Work request: Exactly retype the opening line of the entries and every line after it, ending with the line that contains "position:absolute; left:32px; top:963px;". Skip all pictures.
━━━━━ Material to process
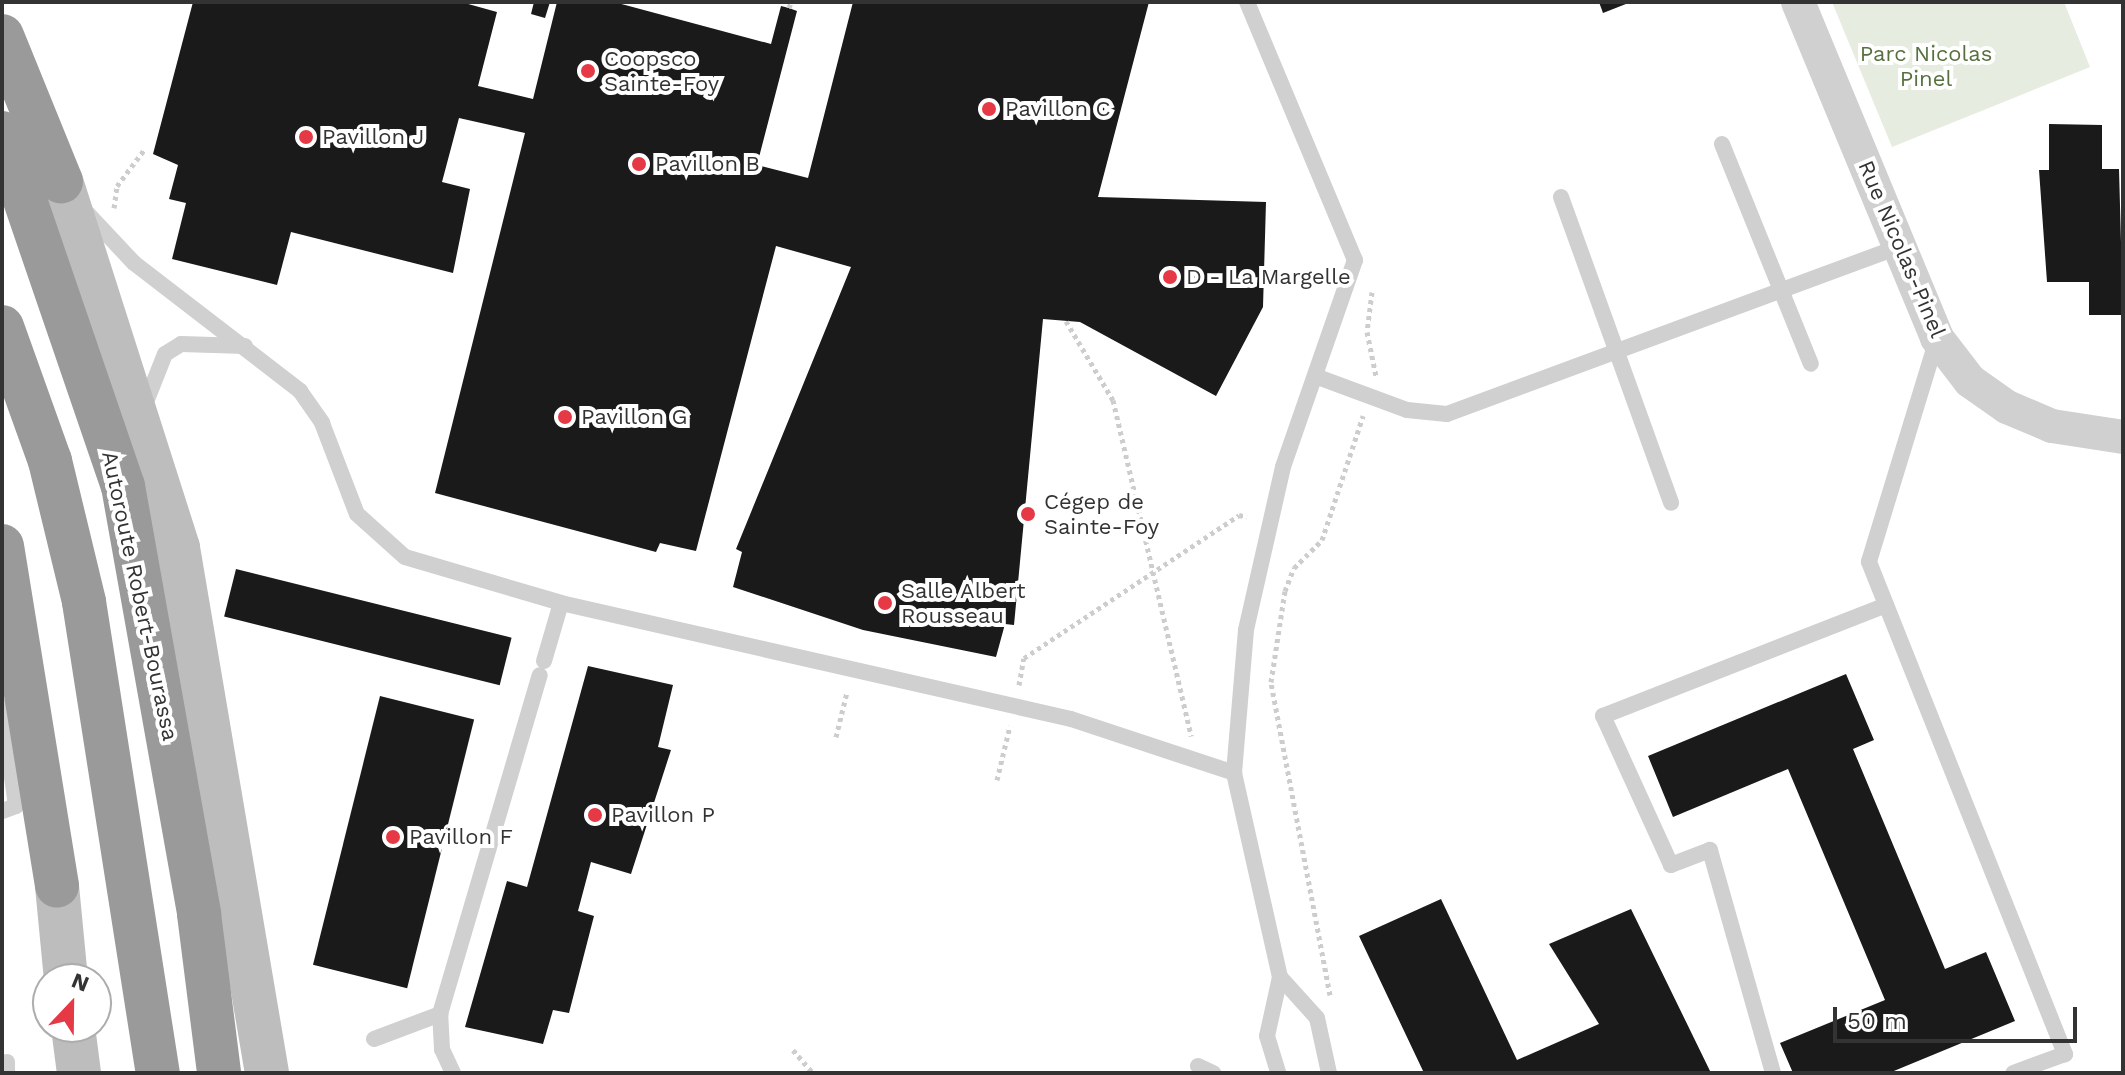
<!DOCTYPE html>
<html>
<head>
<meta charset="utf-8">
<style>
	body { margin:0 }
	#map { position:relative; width:2125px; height:1075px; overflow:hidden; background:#fff; font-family:"Work Sans",sans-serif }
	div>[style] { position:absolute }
	.green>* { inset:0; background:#e6ecdf }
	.building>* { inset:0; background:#1a1a1a; transform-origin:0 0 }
	.path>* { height:5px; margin-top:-2.5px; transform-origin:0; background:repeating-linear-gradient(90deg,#cdcdcd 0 4px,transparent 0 8px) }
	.service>* { height:16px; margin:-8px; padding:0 8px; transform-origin:8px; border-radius:8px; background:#d0d0d0 }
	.minor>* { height:34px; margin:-17px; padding:0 17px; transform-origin:17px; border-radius:17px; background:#d0d0d0 }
	.secondary>* { height:44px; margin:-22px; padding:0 22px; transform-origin:22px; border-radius:22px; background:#bdbdbd }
	.motorway>* { height:44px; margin:-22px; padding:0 22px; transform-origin:22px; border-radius:22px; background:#9a9a9a }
	.dots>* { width:22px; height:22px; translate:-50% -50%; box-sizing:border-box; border:4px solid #fff; border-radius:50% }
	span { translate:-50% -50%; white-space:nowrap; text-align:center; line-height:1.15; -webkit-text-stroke:8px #fff; paint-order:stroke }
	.park-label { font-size:22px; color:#56703f }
	.poi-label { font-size:22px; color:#333 }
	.left { translate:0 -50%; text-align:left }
	.street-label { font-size:22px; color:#333 }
	.frame { position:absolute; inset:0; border:4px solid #333; pointer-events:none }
	.north { position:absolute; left:32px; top:963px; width:80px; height:80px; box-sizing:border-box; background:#fff; border:2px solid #adadad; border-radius:50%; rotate:22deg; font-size:22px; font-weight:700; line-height:32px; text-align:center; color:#333 }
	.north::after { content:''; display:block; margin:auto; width:28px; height:36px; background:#e63946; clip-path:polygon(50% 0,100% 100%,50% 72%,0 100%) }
	.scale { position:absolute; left:1833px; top:1007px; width:244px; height:36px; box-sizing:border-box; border:4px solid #333; border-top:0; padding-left:10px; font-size:24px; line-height:28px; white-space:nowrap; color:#333; -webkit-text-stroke:6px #fff; paint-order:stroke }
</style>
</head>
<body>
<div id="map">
	<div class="green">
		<div style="clip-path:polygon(1832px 2px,2064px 2px,2090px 67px,1892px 147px)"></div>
	</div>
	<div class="building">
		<div style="clip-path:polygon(193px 2px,461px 2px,497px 12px,478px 86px,533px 99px,557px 2px,614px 2px,771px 44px,781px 6px,789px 8px,797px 11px,757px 165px,808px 178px,853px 2px,1149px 2px,1098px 197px,1266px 202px,1263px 307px,1216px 396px,1080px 322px,1043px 319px,1014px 625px,1005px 624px,996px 657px,863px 630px,733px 587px,742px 552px,736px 549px,851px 267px,776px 246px,696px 551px,660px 543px,656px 552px,435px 493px,525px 133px,459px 118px,442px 182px,470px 189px,453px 273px,291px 232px,277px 285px,172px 259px,186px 203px,169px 199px,178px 165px,153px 154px)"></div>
		<div style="clip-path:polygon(534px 2px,550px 2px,545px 18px,531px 14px)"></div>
		<div style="clip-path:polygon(1599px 2px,1631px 2px,1603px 13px)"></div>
		<div style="clip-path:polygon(2049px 124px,2102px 125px,2102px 169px,2119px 169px,2123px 315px,2089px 315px,2089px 282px,2047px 282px,2039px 170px,2049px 170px)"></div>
		<div style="left:236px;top:569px;width:284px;height:49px;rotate:14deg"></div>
		<div style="clip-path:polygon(588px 666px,673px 685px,658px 747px,671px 750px,631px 874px,591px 862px,578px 911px,594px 916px,569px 1013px,553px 1010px,543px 1044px,465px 1027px,507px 881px,527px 887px)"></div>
		<div style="clip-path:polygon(1846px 674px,1874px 740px,1853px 749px,1945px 969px,1986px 952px,2015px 1021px,1889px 1073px,1793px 1073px,1780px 1043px,1885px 1000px,1788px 769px,1673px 817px,1648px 756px)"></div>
		<div style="left:380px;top:696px;width:97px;height:277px;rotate:14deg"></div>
		<div style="clip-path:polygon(1441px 899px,1517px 1060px,1599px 1024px,1549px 944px,1631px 909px,1711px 1073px,1424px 1073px,1359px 936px)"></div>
	</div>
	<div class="path">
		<div style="left:789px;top:8px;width:6px;rotate:-72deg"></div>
		<div style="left:114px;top:208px;width:22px;rotate:-82deg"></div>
		<div style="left:117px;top:186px;width:45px;rotate:-53.1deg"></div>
		<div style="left:1372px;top:292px;width:40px;rotate:97.1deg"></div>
		<div style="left:1367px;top:332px;width:45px;rotate:78.4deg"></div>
		<div style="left:1066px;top:321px;width:92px;rotate:59.3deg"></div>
		<div style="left:1113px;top:400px;width:345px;rotate:76.9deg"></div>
		<div style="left:1019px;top:685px;width:27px;rotate:-80deg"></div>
		<div style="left:1024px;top:658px;width:258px;rotate:-33.6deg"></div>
		<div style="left:1239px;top:515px;width:8px;rotate:14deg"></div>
		<div style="left:836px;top:737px;width:46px;rotate:-76.3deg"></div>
		<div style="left:997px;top:780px;width:56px;rotate:-76.5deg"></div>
		<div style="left:1330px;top:995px;width:319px;rotate:-100.7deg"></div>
		<div style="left:1271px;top:682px;width:92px;rotate:-81.3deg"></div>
		<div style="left:1285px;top:591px;width:25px;rotate:-69deg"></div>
		<div style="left:1294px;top:568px;width:40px;rotate:-45deg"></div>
		<div style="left:1322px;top:540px;width:131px;rotate:-71.7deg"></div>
		<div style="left:793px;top:1050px;width:30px;rotate:49deg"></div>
	</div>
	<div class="service">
		<div style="left:1247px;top:2px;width:280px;rotate:67.3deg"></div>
		<div style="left:1355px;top:260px;width:219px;rotate:109.2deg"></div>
		<div style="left:1283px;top:467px;width:167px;rotate:102.8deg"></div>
		<div style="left:1246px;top:630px;width:144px;rotate:94.8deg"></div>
		<div style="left:1234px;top:773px;width:209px;rotate:77.3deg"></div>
		<div style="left:1280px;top:977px;width:60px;rotate:102.4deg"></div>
		<div style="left:1267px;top:1036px;width:39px;rotate:73deg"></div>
		<div style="left:1722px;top:144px;width:237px;rotate:68deg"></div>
		<div style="left:1561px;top:197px;width:325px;rotate:70.2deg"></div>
		<div style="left:87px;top:213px;width:69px;rotate:46.8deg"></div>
		<div style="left:134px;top:263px;width:210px;rotate:37.6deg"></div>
		<div style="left:300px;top:391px;width:39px;rotate:55deg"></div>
		<div style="left:322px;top:423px;width:97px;rotate:69deg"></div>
		<div style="left:357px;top:514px;width:64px;rotate:41.9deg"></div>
		<div style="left:405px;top:557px;width:163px;rotate:16.4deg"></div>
		<div style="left:561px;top:603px;width:523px;rotate:12.81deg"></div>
		<div style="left:1071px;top:719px;width:172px;rotate:18.3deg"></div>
		<div style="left:1937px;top:339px;width:233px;rotate:107deg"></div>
		<div style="left:1869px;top:562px;width:530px;rotate:68.28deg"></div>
		<div style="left:2065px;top:1054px;width:55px;rotate:159.9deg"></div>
		<div style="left:1315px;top:376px;width:98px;rotate:20.3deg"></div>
		<div style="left:1407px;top:410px;width:40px;rotate:5.7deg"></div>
		<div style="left:1447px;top:414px;width:482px;rotate:-20.3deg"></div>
		<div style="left:144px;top:407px;width:57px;rotate:-68.4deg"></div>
		<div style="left:165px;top:354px;width:19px;rotate:-32deg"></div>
		<div style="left:181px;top:344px;width:64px;rotate:1.8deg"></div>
		<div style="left:544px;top:661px;width:60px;rotate:-73.7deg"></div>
		<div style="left:2px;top:706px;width:101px;rotate:82deg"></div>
		<div style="left:16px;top:806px;width:15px;rotate:160deg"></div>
		<div style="left:1280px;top:977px;width:55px;rotate:47.9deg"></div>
		<div style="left:1317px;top:1018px;width:56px;rotate:77.7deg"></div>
		<div style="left:374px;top:1039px;width:71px;rotate:-20.7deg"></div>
		<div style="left:7px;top:1062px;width:11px;rotate:90deg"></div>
		<div style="left:1198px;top:1066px;width:17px;rotate:25deg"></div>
		<div style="left:453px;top:1073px;width:26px;rotate:-115deg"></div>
		<div style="left:442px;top:1049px;width:35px;rotate:-93deg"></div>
		<div style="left:440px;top:1014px;width:353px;rotate:-73.6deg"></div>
		<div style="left:1773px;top:1073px;width:232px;rotate:-105.8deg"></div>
		<div style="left:1710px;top:850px;width:42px;rotate:159deg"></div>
		<div style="left:1671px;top:865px;width:164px;rotate:-114.5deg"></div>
		<div style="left:1603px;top:716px;width:304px;rotate:-21.4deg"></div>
	</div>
	<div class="minor">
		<div style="left:1798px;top:2px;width:364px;rotate:67.5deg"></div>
		<div style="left:1937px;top:338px;width:54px;rotate:52.5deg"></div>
		<div style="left:1970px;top:381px;width:45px;rotate:35.1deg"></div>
		<div style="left:2007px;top:407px;width:49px;rotate:22.9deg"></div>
		<div style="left:2052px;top:426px;width:72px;rotate:8.8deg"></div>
	</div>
	<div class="secondary">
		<div style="left:61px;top:181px;width:385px;rotate:72.3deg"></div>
		<div style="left:178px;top:548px;width:532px;rotate:80.38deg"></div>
		<div style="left:57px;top:886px;width:93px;rotate:84.5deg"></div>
		<div style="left:73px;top:1027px;width:46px;rotate:82.6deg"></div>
	</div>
	<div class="motorway">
		<div style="left:2px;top:36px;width:157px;rotate:67.9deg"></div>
		<div style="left:2px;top:133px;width:373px;rotate:71.1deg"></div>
		<div style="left:123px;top:486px;width:435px;rotate:79.9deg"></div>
		<div style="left:199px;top:914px;width:160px;rotate:82.8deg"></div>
		<div style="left:2px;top:327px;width:142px;rotate:70.3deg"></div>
		<div style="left:50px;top:461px;width:145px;rotate:76.4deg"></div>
		<div style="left:84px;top:602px;width:477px;rotate:81.1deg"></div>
		<div style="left:2px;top:546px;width:344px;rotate:80.8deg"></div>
	</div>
	<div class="dots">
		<div style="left:588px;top:71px;background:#e63946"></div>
		<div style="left:989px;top:109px;background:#e63946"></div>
		<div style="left:306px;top:137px;background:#e63946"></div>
		<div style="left:639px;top:164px;background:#e63946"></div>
		<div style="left:1170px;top:277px;background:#e63946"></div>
		<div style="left:565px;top:417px;background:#e63946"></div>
		<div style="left:1028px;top:514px;background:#e63946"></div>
		<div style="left:885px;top:603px;background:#e63946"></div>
		<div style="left:595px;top:815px;background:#e63946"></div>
		<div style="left:393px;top:837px;background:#e63946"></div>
	</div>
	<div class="park-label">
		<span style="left:1926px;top:66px">Parc Nicolas<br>Pinel</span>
	</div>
	<div class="poi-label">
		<span class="left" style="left:604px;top:71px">Coopsco<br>Sainte-Foy</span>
		<span class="left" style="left:1005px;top:109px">Pavillon C</span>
		<span class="left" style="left:322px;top:137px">Pavillon J</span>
		<span class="left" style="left:655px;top:164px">Pavillon B</span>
		<span class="left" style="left:1186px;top:277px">D - La Margelle</span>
		<span class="left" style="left:581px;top:417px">Pavillon G</span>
		<span class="left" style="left:1044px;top:514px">Cégep de<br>Sainte-Foy</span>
		<span class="left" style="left:901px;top:603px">Salle Albert<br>Rousseau</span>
		<span class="left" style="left:611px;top:815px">Pavillon P</span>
		<span class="left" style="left:409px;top:837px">Pavillon F</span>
	</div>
	<div class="street-label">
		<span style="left:1902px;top:249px;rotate:67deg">Rue Nicolas-Pinel</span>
		<span style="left:140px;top:596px;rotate:78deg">Autoroute Robert-Bourassa</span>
	</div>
	<div class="frame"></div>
	<div class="north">N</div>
	<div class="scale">50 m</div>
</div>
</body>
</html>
━━━━━━━━━━
Response:
<!DOCTYPE html>
<html>
<head>
<meta charset="utf-8">
<style>
	body { margin:0 }
	#map { position:relative; width:2125px; height:1075px; overflow:hidden; background:#fff; font-family:"Work Sans",sans-serif }
	div>[style] { position:absolute }
	.green>* { inset:0; background:#e6ecdf }
	.building>* { inset:0; background:#1a1a1a; transform-origin:0 0 }
	.path>* { height:5px; margin-top:-2.5px; transform-origin:0; background:repeating-linear-gradient(90deg,#cdcdcd 0 4px,transparent 0 8px) }
	.service>* { height:16px; margin:-8px; padding:0 8px; transform-origin:8px; border-radius:8px; background:#d0d0d0 }
	.minor>* { height:34px; margin:-17px; padding:0 17px; transform-origin:17px; border-radius:17px; background:#d0d0d0 }
	.secondary>* { height:44px; margin:-22px; padding:0 22px; transform-origin:22px; border-radius:22px; background:#bdbdbd }
	.motorway>* { height:44px; margin:-22px; padding:0 22px; transform-origin:22px; border-radius:22px; background:#9a9a9a }
	.dots>* { width:22px; height:22px; translate:-50% -50%; box-sizing:border-box; border:4px solid #fff; border-radius:50% }
	span { translate:-50% -50%; white-space:nowrap; text-align:center; line-height:1.15; -webkit-text-stroke:8px #fff; paint-order:stroke }
	.park-label { font-size:22px; color:#56703f }
	.poi-label { font-size:22px; color:#333 }
	.left { translate:0 -50%; text-align:left }
	.street-label { font-size:22px; color:#333 }
	.frame { position:absolute; inset:0; border:4px solid #333; pointer-events:none }
	.north { position:absolute; left:32px; top:963px; width:80px; height:80px; box-sizing:border-box; background:#fff; border:2px solid #adadad; border-radius:50%; rotate:22deg; font-size:22px; font-weight:700; line-height:32px; text-align:center; color:#333 }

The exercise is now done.